Нужно подниматься. Нужно открыть глаза.
Теперь, когда я определился, кто «я». Нужно вставать.
Я тот голос, который спасет Риту. Голос, который все это время мешал ее убить. Каждый раз спасал ее. И сейчас фальшивка не расправится с девушкой.
Я не позволю!
Я не спас тех людей, но Риту этот гад не тронет…
Я открываю глаза.
Я сижу перед зеркалом. В отражении вижу Федора Петровича. Кажется, он не чувствует моего присутствия. Он насвистывает веселую мелодию и укладывает волосы.
Он напялил свою самую нарядную одежду. Рубашка в полоску, брюки. Он готовится к своему главному шедевру.
Он ковыряет ногтем в зубах. А за его спиной отражается Рита. Она лежит без одежды. Она распята на столе. Возле нее разложены инструменты. Пол застелен клеенкой. Рядом приготовлены пакеты для мусора.
Фальшивка улыбается себе.
Он закуривает и подвигает ближе пепельницу-слоненка. Она липкая. В чьей-то свежей крови. Он вытирает салфеткой пальцы. Это часть его игры, часть ритуала. Подделка использует пепельницу как чернильницу. Внутри слоника налита чья-то кровь.

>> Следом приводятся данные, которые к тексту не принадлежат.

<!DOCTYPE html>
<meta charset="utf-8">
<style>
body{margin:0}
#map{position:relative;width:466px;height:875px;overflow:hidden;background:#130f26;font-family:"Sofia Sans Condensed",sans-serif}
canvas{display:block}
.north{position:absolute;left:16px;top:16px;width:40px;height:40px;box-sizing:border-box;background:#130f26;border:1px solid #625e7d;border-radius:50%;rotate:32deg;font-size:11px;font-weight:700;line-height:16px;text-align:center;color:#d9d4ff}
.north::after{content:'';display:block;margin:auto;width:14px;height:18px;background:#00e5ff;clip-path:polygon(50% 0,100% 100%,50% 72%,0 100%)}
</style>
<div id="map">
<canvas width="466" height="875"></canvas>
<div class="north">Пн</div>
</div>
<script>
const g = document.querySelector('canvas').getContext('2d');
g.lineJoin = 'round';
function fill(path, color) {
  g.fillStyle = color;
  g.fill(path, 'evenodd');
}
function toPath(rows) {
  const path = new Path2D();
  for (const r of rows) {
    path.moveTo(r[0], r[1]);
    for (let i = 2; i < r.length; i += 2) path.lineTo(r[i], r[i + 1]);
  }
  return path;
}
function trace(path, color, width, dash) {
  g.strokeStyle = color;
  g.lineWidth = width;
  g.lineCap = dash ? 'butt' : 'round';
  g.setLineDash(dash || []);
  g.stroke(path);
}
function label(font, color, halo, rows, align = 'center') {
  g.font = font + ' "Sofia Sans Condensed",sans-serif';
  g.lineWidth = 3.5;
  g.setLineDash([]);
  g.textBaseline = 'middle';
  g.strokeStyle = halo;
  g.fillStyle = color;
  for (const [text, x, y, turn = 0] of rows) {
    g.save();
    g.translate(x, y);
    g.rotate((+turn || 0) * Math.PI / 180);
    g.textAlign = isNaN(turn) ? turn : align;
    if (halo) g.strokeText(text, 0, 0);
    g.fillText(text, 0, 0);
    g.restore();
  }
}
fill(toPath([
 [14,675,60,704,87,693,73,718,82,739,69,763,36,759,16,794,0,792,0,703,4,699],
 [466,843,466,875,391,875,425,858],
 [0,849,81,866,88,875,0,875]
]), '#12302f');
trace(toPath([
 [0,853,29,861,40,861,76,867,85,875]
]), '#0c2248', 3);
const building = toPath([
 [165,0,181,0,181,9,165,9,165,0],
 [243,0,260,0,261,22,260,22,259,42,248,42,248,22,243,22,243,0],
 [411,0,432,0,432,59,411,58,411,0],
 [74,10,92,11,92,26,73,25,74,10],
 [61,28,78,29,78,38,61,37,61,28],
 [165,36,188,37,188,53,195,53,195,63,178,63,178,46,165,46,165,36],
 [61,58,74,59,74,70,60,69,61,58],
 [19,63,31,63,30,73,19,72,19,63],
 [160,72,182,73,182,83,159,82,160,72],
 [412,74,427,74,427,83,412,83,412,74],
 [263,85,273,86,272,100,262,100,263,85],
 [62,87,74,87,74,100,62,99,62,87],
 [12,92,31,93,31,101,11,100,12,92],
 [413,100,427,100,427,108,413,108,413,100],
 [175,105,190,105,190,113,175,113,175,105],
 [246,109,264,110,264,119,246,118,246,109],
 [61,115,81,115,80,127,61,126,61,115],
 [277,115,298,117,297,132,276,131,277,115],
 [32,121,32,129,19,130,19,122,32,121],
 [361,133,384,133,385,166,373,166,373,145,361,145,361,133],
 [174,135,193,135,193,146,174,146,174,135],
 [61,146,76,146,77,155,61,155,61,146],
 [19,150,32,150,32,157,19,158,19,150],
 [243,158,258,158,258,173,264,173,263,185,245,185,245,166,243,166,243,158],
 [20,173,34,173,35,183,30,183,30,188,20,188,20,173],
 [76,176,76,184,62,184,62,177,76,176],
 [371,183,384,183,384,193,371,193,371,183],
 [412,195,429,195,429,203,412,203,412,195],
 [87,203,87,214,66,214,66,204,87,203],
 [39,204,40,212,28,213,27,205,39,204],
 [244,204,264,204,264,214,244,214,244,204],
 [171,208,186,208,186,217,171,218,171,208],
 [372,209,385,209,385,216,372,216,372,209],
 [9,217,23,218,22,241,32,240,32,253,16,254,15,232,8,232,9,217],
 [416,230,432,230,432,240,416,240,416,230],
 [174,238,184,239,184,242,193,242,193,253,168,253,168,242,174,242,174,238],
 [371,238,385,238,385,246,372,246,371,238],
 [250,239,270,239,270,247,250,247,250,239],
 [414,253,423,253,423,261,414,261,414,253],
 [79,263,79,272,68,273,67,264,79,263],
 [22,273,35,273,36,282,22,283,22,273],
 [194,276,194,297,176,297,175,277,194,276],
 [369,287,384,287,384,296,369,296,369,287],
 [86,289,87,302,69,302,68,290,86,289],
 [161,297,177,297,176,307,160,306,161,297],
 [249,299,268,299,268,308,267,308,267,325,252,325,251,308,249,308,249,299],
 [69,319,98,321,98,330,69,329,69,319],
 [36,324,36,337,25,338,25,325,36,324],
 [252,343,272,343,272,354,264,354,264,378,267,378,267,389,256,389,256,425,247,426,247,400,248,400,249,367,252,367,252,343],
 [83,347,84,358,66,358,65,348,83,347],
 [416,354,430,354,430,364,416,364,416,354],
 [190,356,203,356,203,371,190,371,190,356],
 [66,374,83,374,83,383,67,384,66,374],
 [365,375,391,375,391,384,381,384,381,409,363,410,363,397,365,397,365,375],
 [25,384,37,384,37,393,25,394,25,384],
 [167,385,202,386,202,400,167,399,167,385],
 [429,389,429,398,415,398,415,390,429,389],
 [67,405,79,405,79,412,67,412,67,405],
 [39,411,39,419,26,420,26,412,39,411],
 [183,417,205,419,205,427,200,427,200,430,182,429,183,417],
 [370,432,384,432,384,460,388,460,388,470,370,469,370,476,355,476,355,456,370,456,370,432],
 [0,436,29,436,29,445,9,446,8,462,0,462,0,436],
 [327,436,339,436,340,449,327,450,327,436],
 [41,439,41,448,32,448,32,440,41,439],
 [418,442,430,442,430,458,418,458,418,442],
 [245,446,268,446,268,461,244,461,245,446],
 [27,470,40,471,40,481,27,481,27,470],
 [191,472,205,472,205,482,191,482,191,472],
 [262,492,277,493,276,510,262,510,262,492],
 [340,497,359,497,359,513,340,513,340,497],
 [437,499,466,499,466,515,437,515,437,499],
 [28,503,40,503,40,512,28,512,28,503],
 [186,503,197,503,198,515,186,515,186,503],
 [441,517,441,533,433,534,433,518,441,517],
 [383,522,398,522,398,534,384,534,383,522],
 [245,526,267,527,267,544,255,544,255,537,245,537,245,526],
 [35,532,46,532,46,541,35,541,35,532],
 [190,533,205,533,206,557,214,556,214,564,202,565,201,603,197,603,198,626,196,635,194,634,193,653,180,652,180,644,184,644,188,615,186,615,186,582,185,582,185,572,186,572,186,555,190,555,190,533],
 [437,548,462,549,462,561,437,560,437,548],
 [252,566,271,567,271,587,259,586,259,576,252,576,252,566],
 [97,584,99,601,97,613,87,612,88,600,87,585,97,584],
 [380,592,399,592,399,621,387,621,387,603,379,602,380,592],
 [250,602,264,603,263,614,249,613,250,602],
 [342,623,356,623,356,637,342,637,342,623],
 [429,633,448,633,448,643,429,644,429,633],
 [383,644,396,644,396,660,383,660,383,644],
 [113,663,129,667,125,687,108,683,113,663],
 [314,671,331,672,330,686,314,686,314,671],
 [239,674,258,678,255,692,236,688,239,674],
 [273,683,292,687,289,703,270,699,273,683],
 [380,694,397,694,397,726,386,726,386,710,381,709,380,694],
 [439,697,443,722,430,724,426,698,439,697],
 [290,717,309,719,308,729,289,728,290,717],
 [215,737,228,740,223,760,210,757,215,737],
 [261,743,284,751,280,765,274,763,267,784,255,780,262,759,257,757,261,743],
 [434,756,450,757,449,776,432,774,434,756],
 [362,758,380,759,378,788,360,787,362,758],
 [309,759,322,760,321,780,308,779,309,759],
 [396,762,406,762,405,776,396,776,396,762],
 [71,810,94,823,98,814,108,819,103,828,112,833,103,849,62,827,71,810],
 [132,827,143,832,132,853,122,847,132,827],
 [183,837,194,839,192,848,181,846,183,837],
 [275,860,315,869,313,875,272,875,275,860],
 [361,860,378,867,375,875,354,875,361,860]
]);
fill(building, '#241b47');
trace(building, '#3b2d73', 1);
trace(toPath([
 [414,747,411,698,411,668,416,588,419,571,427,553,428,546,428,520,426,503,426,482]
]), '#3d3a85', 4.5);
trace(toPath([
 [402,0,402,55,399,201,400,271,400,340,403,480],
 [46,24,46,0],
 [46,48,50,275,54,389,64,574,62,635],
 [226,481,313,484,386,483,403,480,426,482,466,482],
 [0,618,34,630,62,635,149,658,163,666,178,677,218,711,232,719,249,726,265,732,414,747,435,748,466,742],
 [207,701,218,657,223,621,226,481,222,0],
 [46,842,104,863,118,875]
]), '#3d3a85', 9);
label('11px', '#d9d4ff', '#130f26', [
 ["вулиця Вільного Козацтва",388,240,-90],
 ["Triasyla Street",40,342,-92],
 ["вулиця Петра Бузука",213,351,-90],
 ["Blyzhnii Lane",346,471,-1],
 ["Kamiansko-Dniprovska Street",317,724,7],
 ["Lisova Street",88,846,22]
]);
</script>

Окурки плавают в густой жидкости. Пепел смешивается с алыми чернилами. Окурки действуют как загуститель.
Фальшивка достает кисть.
Он окунает ворс в чернильницу и пишет на зеркале. Пишет поверх списка упражнений для мышц лица. Поверх моих напоминалок с латинскими названиями костей черепа. Тонкие струйки от букв стекают по гладкой поверхности.
Фальшивка чертит символы, значение которых он теперь знает. Я сам того не желая ему их расшифровал. Он знает, для чего я сделал эту надпись, но все равно ее пишет.
Выводит грязной краской послание и улыбается своему отражению с зажатой во рту сигаретой.
Это часть его игры. Часть отвратительного ритуала.
Вокруг рассажены манекены. Они сидят и натянутыми лицами следят за происходящим. Они ждут начала представления. Ждут кровавого действия. Их безглазые головы направлены на обнаженную пленницу, на распятую на столе Риту.